## [EXERCISE INSTRUCTIONS]
Exactly and only the lines from the first entry through the line with "2px #424242) drop-shadow(0" should be copied, both ends included, with no pictures.

Collected data:
* * *
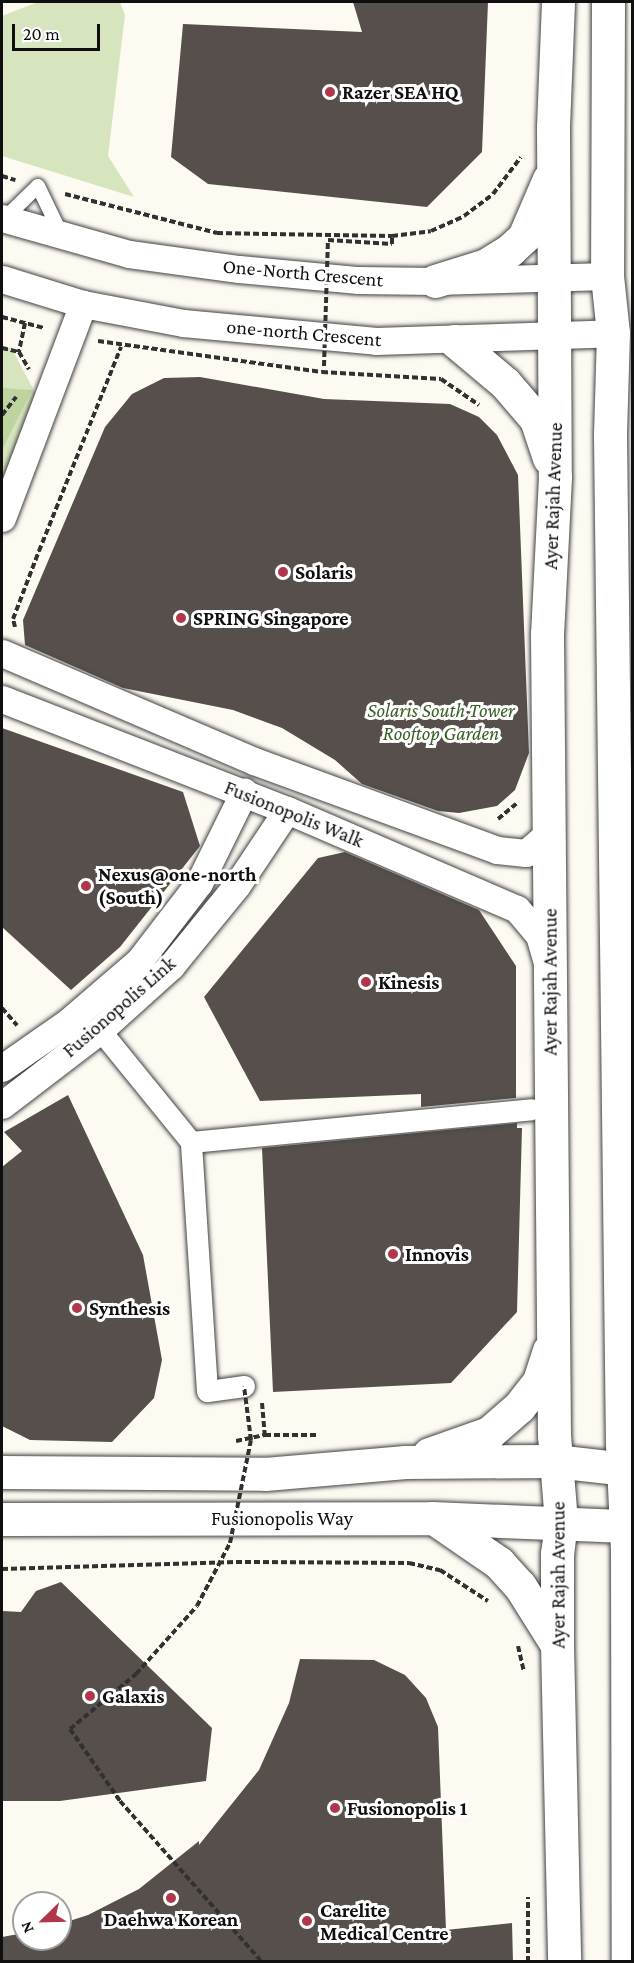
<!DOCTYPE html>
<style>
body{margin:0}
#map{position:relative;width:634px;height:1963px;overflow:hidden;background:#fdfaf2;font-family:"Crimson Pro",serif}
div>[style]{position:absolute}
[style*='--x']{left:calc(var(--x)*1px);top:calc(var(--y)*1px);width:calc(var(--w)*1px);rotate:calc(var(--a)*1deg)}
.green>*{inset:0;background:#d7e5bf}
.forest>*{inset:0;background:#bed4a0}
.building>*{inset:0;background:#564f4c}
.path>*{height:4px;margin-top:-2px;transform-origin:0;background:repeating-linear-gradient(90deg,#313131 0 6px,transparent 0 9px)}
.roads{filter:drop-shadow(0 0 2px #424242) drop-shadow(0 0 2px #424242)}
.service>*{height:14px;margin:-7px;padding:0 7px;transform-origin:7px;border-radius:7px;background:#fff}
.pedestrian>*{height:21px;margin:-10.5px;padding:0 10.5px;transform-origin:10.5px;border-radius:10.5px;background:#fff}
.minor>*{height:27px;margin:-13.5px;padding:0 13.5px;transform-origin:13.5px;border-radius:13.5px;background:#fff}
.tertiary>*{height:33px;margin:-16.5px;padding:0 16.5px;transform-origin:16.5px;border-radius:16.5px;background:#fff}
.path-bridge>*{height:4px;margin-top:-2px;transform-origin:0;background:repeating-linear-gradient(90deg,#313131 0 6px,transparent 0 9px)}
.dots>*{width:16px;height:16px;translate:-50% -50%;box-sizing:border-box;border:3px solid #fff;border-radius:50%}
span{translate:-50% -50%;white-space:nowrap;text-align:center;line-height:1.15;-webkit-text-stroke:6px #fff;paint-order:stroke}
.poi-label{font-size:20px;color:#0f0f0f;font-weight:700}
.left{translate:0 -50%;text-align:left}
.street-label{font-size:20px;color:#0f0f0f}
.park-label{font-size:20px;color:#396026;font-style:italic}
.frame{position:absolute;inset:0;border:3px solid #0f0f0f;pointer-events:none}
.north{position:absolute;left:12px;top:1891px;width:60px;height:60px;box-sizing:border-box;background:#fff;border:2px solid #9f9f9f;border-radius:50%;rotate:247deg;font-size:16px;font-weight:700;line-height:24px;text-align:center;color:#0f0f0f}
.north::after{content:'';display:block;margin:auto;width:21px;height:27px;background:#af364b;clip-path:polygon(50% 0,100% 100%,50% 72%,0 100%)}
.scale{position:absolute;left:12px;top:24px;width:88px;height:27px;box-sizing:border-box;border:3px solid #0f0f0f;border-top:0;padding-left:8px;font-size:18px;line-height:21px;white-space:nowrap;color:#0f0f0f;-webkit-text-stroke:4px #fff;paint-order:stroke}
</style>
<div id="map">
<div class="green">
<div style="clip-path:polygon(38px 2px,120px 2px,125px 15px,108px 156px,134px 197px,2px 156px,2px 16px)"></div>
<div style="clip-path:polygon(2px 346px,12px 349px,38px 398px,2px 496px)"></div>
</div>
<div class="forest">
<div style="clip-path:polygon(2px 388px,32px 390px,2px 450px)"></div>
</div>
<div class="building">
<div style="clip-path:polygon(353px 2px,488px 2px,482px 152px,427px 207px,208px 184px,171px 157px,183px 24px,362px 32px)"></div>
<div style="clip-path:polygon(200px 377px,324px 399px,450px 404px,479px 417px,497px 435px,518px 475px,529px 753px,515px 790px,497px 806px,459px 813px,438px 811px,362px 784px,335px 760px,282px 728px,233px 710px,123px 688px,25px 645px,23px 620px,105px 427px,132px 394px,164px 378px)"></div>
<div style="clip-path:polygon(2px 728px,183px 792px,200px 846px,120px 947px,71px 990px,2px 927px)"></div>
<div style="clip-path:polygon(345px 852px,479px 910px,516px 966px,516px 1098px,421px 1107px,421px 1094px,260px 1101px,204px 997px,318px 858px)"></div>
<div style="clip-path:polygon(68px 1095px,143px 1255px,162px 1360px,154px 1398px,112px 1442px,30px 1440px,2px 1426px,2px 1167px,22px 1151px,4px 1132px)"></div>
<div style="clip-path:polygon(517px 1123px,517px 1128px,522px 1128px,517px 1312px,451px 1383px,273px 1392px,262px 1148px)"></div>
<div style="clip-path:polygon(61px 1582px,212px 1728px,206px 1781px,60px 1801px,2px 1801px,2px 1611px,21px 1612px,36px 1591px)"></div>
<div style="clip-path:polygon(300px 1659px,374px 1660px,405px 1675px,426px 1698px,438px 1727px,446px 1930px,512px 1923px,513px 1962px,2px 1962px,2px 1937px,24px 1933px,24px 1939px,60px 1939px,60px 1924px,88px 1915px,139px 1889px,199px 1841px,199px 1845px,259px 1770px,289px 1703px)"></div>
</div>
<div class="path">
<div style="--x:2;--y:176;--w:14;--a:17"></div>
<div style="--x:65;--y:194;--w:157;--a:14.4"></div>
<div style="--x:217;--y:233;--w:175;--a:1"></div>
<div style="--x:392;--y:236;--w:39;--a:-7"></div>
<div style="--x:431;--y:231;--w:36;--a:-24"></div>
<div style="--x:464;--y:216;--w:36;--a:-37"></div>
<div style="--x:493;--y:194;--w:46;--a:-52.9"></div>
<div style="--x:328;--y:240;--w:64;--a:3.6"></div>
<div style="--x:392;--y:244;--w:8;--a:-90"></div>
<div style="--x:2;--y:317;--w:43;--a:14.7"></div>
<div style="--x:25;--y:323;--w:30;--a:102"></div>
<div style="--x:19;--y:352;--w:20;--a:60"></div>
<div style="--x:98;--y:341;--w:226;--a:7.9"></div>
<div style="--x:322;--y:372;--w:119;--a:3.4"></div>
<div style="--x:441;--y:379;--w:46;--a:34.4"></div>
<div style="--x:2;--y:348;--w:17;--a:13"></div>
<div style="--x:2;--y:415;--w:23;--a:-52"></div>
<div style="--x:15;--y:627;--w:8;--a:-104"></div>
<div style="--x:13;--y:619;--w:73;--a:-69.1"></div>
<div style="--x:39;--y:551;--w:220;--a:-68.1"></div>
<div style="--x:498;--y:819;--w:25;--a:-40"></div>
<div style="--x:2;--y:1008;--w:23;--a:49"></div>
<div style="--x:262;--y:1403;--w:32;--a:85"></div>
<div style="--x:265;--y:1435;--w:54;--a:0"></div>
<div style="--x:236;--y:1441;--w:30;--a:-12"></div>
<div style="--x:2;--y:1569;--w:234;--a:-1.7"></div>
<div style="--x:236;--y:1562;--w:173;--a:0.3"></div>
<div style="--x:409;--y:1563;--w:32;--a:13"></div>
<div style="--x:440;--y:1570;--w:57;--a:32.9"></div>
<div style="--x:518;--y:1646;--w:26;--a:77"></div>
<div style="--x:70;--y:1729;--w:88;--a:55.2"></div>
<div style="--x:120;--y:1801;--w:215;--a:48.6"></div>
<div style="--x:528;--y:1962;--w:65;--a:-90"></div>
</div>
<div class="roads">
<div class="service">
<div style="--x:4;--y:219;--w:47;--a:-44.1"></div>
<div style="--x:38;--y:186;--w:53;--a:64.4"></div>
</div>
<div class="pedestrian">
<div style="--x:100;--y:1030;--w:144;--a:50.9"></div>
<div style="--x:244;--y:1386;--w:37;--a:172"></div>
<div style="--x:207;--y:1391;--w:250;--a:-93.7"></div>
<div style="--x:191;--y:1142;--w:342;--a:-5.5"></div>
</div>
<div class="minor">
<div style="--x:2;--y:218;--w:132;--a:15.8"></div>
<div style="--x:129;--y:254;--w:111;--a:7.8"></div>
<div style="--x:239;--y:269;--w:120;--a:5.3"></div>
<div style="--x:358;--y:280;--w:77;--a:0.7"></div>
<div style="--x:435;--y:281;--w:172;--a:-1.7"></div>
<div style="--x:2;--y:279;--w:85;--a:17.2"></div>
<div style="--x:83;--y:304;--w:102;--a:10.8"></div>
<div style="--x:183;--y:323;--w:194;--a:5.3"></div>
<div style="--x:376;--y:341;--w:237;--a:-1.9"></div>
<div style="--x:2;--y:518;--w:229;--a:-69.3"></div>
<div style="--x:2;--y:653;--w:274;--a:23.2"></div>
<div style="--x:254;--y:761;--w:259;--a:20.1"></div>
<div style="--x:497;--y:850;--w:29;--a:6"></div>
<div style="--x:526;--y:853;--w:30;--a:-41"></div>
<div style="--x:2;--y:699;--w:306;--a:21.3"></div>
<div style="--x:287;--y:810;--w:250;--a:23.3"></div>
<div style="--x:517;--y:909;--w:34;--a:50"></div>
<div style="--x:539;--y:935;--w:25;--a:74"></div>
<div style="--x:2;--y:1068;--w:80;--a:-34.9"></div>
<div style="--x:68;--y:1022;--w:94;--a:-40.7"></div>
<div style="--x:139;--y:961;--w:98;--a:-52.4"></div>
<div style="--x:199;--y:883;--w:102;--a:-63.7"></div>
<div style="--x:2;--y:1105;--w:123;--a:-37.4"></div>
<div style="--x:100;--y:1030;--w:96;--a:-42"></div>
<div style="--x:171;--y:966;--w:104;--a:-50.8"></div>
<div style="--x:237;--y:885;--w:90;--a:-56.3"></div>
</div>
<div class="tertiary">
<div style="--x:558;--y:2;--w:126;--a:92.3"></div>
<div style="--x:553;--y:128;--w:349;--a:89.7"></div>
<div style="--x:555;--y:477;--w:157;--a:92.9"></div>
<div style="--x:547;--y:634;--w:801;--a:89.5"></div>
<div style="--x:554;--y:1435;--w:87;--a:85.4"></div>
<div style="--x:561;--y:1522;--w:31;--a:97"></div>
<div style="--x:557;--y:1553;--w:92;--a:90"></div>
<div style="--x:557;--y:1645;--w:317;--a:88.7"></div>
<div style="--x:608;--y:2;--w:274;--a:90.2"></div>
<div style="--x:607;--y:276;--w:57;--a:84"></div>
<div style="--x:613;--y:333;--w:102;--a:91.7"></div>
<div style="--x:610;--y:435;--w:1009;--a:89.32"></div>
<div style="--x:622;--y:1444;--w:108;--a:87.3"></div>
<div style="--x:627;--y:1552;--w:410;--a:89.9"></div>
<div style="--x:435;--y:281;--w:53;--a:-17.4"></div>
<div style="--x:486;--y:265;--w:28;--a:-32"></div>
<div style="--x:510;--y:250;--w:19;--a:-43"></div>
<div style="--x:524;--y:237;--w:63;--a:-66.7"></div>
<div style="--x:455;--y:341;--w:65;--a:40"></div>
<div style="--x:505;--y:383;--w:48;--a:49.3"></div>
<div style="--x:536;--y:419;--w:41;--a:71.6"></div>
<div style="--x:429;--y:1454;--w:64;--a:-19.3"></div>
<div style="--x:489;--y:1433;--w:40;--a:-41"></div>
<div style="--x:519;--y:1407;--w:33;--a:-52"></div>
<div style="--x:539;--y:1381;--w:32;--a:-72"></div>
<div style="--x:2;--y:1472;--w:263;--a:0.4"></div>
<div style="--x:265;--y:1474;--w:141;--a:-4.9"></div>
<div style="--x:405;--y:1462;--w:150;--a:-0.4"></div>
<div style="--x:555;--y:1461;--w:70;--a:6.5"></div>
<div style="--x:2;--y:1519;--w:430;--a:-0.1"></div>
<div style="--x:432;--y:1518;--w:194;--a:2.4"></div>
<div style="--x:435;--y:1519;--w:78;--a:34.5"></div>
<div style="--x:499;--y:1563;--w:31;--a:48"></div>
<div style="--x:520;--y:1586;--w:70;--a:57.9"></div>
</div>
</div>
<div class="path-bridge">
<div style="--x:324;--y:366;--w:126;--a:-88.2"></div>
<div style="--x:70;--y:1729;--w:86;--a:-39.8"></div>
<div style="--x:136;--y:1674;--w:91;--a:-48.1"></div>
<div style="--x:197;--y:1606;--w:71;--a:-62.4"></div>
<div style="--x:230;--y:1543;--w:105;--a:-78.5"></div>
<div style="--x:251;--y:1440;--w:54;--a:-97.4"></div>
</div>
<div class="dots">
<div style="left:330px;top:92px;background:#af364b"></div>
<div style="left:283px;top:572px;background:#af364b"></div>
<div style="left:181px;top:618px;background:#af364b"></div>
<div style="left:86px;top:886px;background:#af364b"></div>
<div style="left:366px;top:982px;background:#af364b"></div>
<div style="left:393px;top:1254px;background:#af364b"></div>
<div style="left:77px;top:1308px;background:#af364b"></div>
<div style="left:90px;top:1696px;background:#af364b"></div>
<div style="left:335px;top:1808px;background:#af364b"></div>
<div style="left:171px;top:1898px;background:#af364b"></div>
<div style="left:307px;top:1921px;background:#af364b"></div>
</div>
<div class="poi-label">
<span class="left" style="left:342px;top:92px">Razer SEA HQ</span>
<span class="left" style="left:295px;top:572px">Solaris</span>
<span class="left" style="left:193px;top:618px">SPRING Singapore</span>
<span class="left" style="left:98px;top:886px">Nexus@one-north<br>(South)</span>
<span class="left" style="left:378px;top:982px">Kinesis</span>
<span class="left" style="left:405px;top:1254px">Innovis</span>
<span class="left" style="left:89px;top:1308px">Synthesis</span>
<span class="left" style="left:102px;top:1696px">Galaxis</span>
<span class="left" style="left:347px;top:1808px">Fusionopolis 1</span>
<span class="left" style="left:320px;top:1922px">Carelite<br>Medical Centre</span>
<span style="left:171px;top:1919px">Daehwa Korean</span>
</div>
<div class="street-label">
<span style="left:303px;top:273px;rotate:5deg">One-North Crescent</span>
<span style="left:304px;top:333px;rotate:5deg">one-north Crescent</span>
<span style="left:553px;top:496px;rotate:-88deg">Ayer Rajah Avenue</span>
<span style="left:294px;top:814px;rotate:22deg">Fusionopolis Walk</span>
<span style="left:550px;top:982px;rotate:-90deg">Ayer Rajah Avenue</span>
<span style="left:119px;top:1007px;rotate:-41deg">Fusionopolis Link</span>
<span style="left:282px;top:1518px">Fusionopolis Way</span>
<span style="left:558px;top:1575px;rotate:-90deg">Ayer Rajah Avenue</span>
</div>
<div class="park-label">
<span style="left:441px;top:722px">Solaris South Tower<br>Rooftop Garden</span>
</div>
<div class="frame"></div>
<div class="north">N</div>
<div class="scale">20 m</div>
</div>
* * *
## [RESULT]
<!DOCTYPE html>
<style>
body{margin:0}
#map{position:relative;width:634px;height:1963px;overflow:hidden;background:#fdfaf2;font-family:"Crimson Pro",serif}
div>[style]{position:absolute}
[style*='--x']{left:calc(var(--x)*1px);top:calc(var(--y)*1px);width:calc(var(--w)*1px);rotate:calc(var(--a)*1deg)}
.green>*{inset:0;background:#d7e5bf}
.forest>*{inset:0;background:#bed4a0}
.building>*{inset:0;background:#564f4c}
.path>*{height:4px;margin-top:-2px;transform-origin:0;background:repeating-linear-gradient(90deg,#313131 0 6px,transparent 0 9px)}
.roads{filter:drop-shadow(0 0 2px #424242) drop-shadow(0 0 2px #424242)}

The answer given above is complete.